Nach 1990 veränderte sich die externe Akteurskonstellation in der arabischen Welt. Zu den USA und Russland sind die Türkei, der Iran und Saudi-Arabien als relevante Regionalmächte hinzugekommen, ergänzt durch das diskret im Hintergrund agierende Israel. Unverändert ist das Phänomen externer Abhängigkeit – der Handlungsspielraum vieler arabischer Staaten ist aufgrund ihrer politischen und ökonomischen Schwäche im Vergleich zu früher sogar geringer geworden. Nur die Golfmonarchien haben aufgrund der von 1998 bis 2008 stark steigenden Ölpreise erheblich an Bedeutung gewonnen. Kuwait-Stadt, Manama, Doha, Abu Dhabi, Dubai, Riad und Dschidda sind zu Zentren rasanter wirtschaftlicher Entwicklung geworden.

Die UN-mandatierte »Koalition der Willigen« (1991) nach der irakischen Annexion von Kuwait dokumentierte den vorübergehenden Aufstieg der USA zur unipolaren Supermacht. Die Koalitionsstreitkräfte unter Führung der USA umfassten 22 Staaten, darunter aus Nordafrika und Nahmittelost Ägypten, Bahrain, Kuwait, Marokko, Oman, Saudi-Arabien, Türkei, die Vereinigten Arabischen Emirate (VAE) und sogar das bislang im sowjetischen Lager stehende Syrien.

Im Jahr 2003 initiierten die USA einen nicht vom UN-Sicherheitsrat genehmigten Krieg gegen den Irak. Hierfür brachten sie sogar eine 43köpfige »Koalition der Willigen« zustande. Aus Nordafrika, dem Nahen und Mittleren Osten zählten diesmal Jordanien, Katar, Kuwait, Oman, Saudi-Arabien, die Türkei und die VAE dazu. Sie unterstützten die Koalition politisch, aber keines dieser Länder entsandte Truppen. Saudi-Arabien und andere arabische Staaten lehnten den Krieg grundsätzlich ab, da sie zu Recht befürchteten, dass der Sturz Saddam Husseins die arabische Regionalmacht Irak destabilisieren und im Gegenzug den Einfluss des Irans stärken würde.

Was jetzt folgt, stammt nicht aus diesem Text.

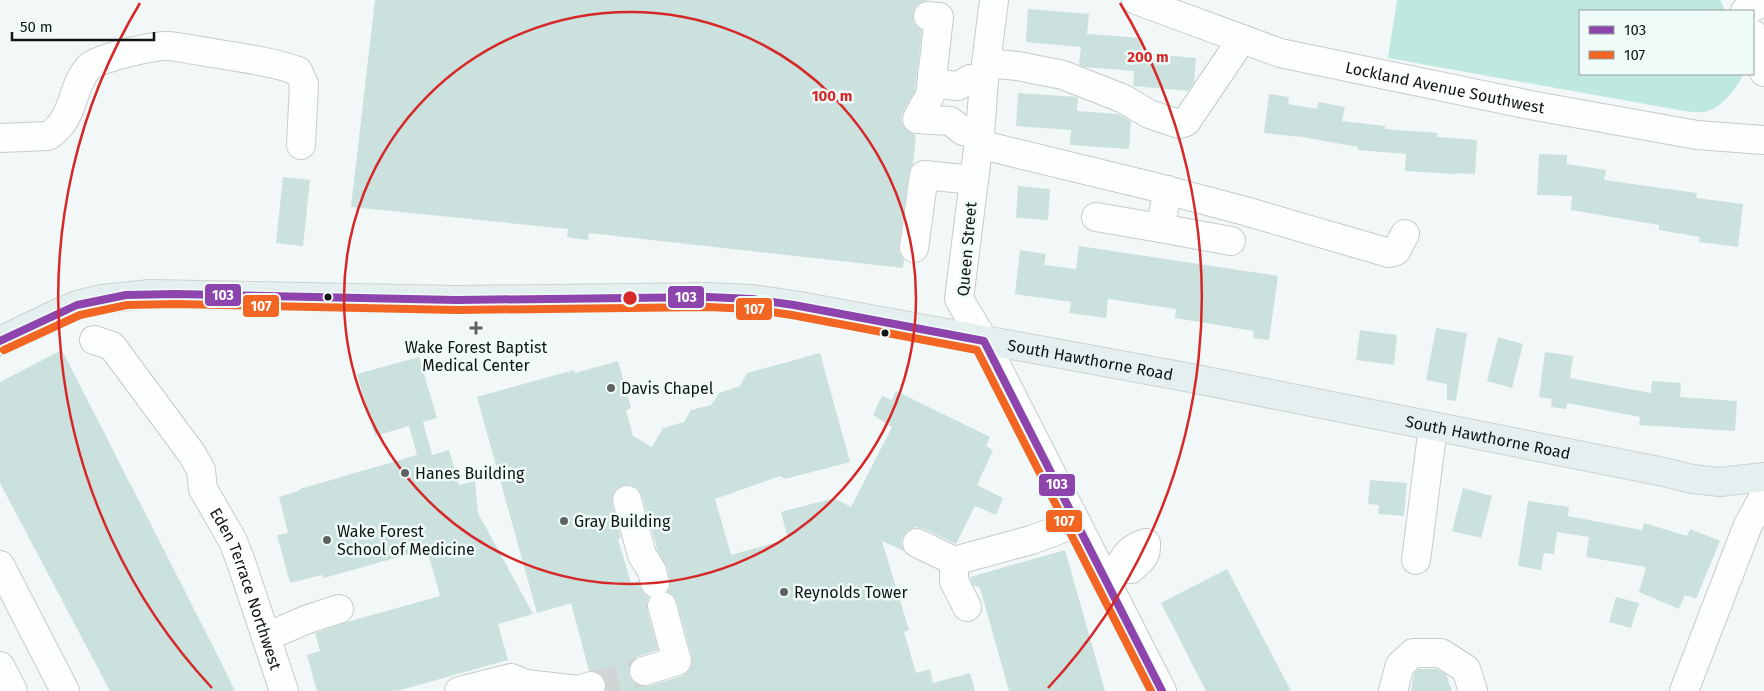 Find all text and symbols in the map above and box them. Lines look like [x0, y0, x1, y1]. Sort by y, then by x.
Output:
scale bar [12, 10, 155, 42]
legend [1579, 10, 1754, 75]
text: 50 m [20, 18, 53, 36]
text: 103 [1624, 21, 1646, 39]
text: 107 [1624, 46, 1646, 64]
text: 200 m [1127, 48, 1169, 66]
street label: Lockland Avenue Southwest [1344, 57, 1546, 117]
text: 100 m [812, 87, 852, 105]
street label: Queen Street [953, 201, 981, 297]
line badge: 103 [204, 283, 242, 307]
line badge: 103 [667, 285, 705, 309]
text: 103 [212, 287, 234, 304]
centre of rings [621, 289, 639, 307]
text: 103 [675, 289, 697, 306]
unlabelled marker [323, 292, 333, 302]
line badge: 107 [242, 294, 280, 318]
line badge: 107 [735, 297, 773, 321]
text: 107 [251, 298, 272, 315]
text: 107 [744, 301, 765, 318]
marker: Wake Forest Baptist Medical Center [469, 321, 483, 335]
unlabelled marker [880, 328, 890, 338]
street label: South Hawthorne Road [1006, 335, 1175, 384]
place label: Wake Forest Baptist Medical Center [405, 338, 547, 375]
place label: Davis Chapel [621, 379, 714, 398]
marker: Davis Chapel [605, 382, 617, 394]
street label: South Hawthorne Road [1404, 411, 1572, 463]
place label: Hanes Building [415, 464, 525, 483]
marker: Hanes Building [399, 467, 411, 479]
line badge: 103 [1038, 473, 1076, 497]
text: 103 [1046, 476, 1068, 493]
street label: Eden Terrace Northwest [206, 504, 286, 672]
line badge: 107 [1045, 509, 1083, 533]
place label: Gray Building [574, 512, 671, 531]
text: 107 [1054, 513, 1075, 530]
marker: Gray Building [558, 515, 570, 527]
place label: Wake Forest School of Medicine [337, 522, 475, 559]
marker: Wake Forest School of Medicine [321, 534, 333, 546]
place label: Reynolds Tower [794, 583, 909, 602]
marker: Reynolds Tower [778, 586, 790, 598]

Das ehrgeizige Projekt von US-Staatspräsident George W. Bush zur Demokratisierung des »Greater Middle East« unter seiner im Jahr 2005 verkündeten »Freedom Agenda« scheiterte.27 Der Irak konnte nicht als »Leuchtturm« der Demokratisierung dienen, sondern entwickelte sich im Gegenteil zum regionalen Brandherd und zu einem gescheiterten Staat. Das Mächtegleichgewicht in Nahmittelost war zerstört. Im Irak erodierte der gesellschaftliche Zusammenhalt. Nationalistische und dschihadistische Kräfte erhielten Auftrieb, und Nachbarstaaten strebten danach, das neu entstandene Vakuum zu besetzen. Ab 2011 breitete sich die Instabilität vom Irak auf andere arabische Staaten wie Jemen und Syrien aus.

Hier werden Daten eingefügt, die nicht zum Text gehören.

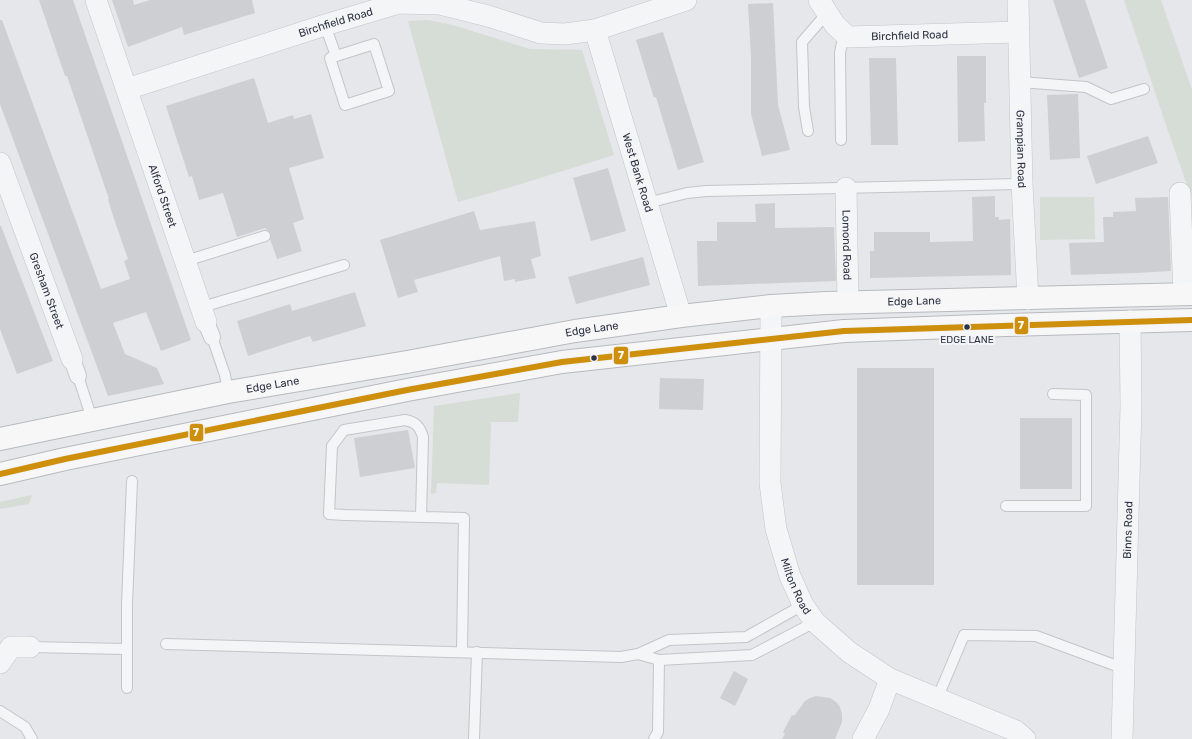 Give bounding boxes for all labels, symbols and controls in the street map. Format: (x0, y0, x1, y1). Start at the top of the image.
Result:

In der arabischen Welt bestand 2011 ein doppeltes Machtvakuum. Zum einen hatten vielerorts die Regierungen durch ihre repressive Herrschaft, die ineffiziente Verwaltung und die politische und ökonomische Erfolglosigkeit das Vertrauen ihrer Bürger verspielt, zum anderen waren die von externen Mächten nach 1918 zumeist in künstlichen Grenzen geschaffenen arabischen Staaten tendenziell schwach und in ihrer Fortexistenz bedroht. Ein »nation buildung« war misslungen, erst gar nicht ernsthaft versucht oder sogar von privilegierten Machteliten bewusst hintertrieben worden.

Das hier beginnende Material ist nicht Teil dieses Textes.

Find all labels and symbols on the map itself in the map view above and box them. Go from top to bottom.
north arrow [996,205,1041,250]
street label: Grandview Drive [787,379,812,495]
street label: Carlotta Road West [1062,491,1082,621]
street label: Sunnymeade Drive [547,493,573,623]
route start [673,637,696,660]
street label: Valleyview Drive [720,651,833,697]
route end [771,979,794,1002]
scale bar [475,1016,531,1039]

Im Schlüsseljahr 2011 kulminierten die aufgezeigten Entwicklungen. Von der politischen und ökonomischen Misere frustrierte Jugendliche mit überwiegend säkularem Hintergrund organisierten Proteste. Ihr Ziel war es, freiere und gerechtere Gesellschaften mit demokratischen Teilhaberechten der Bürger zu etablieren. Allmählich rissen sie die tendenziell passive und angstbehaftete Elterngeneration mit. Wenn in einzelnen Staaten, wie z. B. Ägypten, kritische Nichtregierungsorganisationen bestanden, schlossen sich diese bald den Protesten an oder waren von Anfang an daran beteiligt. Aus dem Kreis der Gewerkschaften und Berufsverbände unterstützten zumindest Teile ihrer Mitglieder die Proteste. Insbesondere in den ressourcenarmen Staaten erhielten die Demonstrationen Zulauf, und die dortigen Regierungen konnten die Unzufriedenheit nicht mit finanziellen Ausgleichsmaßnahmen auffangen.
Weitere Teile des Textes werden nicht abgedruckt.